▸ **Your goal**:
Type the entries again, word for word.

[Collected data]
=== Section Start ===
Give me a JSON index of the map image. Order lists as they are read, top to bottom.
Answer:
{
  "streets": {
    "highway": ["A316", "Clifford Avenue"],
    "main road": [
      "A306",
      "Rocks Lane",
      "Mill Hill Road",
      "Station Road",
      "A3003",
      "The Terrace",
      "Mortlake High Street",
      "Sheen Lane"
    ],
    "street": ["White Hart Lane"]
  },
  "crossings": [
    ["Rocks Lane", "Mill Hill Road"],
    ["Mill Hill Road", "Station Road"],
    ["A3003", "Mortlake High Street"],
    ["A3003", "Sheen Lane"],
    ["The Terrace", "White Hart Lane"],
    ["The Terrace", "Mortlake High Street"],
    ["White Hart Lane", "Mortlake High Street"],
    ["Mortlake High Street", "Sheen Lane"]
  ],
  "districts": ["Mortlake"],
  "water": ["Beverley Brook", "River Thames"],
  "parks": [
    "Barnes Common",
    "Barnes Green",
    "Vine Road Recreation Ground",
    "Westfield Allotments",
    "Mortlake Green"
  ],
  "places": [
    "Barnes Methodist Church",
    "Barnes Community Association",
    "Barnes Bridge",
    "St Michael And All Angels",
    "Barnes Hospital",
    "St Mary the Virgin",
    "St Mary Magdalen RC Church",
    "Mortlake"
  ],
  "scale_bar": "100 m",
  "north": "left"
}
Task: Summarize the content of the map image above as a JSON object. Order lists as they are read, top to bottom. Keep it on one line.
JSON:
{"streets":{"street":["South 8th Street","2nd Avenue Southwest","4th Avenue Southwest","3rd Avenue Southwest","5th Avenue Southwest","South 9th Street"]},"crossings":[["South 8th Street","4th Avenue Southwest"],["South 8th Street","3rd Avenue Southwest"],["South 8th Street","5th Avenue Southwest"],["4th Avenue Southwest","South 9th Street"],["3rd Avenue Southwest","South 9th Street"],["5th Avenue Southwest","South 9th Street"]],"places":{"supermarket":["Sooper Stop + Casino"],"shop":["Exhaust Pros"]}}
=== Section End ===
▸ **Response to the exercise**:
Give me a JSON index of the map image. Order lists as they are read, top to bottom.
Answer:
{
  "streets": {
    "highway": ["A316", "Clifford Avenue"],
    "main road": [
      "A306",
      "Rocks Lane",
      "Mill Hill Road",
      "Station Road",
      "A3003",
      "The Terrace",
      "Mortlake High Street",
      "Sheen Lane"
    ],
    "street": ["White Hart Lane"]
  },
  "crossings": [
    ["Rocks Lane", "Mill Hill Road"],
    ["Mill Hill Road", "Station Road"],
    ["A3003", "Mortlake High Street"],
    ["A3003", "Sheen Lane"],
    ["The Terrace", "White Hart Lane"],
    ["The Terrace", "Mortlake High Street"],
    ["White Hart Lane", "Mortlake High Street"],
    ["Mortlake High Street", "Sheen Lane"]
  ],
  "districts": ["Mortlake"],
  "water": ["Beverley Brook", "River Thames"],
  "parks": [
    "Barnes Common",
    "Barnes Green",
    "Vine Road Recreation Ground",
    "Westfield Allotments",
    "Mortlake Green"
  ],
  "places": [
    "Barnes Methodist Church",
    "Barnes Community Association",
    "Barnes Bridge",
    "St Michael And All Angels",
    "Barnes Hospital",
    "St Mary the Virgin",
    "St Mary Magdalen RC Church",
    "Mortlake"
  ],
  "scale_bar": "100 m",
  "north": "left"
}
Task: Summarize the content of the map image above as a JSON object. Order lists as they are read, top to bottom. Keep it on one line.
JSON:
{"streets":{"street":["South 8th Street","2nd Avenue Southwest","4th Avenue Southwest","3rd Avenue Southwest","5th Avenue Southwest","South 9th Street"]},"crossings":[["South 8th Street","4th Avenue Southwest"],["South 8th Street","3rd Avenue Southwest"],["South 8th Street","5th Avenue Southwest"],["4th Avenue Southwest","South 9th Street"],["3rd Avenue Southwest","South 9th Street"],["5th Avenue Southwest","South 9th Street"]],"places":{"supermarket":["Sooper Stop + Casino"],"shop":["Exhaust Pros"]}}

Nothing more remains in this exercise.